| About this task |
Pull out every line with the word "down" from the entries below.
+ + + + + + +
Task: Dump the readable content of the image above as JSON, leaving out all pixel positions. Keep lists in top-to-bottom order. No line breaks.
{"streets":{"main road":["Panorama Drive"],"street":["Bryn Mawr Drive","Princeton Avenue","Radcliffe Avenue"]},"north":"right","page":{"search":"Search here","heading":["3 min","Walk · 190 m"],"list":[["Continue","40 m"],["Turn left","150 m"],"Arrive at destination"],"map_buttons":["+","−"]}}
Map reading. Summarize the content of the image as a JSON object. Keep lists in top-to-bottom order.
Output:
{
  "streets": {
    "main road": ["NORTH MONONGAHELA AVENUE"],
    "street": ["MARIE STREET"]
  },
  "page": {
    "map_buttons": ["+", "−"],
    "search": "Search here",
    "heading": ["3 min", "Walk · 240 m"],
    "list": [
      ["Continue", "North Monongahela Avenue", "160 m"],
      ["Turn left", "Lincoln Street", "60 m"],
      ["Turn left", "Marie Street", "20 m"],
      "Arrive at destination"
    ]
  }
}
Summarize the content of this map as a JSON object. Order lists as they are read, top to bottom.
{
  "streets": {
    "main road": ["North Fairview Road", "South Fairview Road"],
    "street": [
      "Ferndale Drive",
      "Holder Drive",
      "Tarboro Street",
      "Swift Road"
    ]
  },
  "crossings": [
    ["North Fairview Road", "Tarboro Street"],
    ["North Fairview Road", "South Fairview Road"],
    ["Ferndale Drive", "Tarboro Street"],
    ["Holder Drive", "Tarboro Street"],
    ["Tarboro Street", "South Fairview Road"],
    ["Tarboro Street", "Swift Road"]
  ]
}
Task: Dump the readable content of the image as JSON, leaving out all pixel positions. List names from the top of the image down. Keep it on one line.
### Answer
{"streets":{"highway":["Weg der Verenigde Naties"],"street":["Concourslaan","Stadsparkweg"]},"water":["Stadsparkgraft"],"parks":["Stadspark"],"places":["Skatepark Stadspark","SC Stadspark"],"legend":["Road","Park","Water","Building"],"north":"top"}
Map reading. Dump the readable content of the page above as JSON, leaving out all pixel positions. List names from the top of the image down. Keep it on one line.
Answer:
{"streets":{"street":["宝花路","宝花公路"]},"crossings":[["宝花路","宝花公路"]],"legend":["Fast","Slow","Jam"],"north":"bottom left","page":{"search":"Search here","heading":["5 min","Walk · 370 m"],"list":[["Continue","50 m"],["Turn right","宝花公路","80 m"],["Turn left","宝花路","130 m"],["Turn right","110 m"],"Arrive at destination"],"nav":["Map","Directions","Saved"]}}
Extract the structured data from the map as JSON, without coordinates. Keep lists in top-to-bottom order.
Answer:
+ + + + + + +
| Task answer |
Task: Dump the readable content of the image as JSON, leaving out all pixel positions. List names from the top of the image down. Keep it on one line.
Map reading. Dump the readable content of the page above as JSON, leaving out all pixel positions. List names from the top of the image down. Keep it on one line.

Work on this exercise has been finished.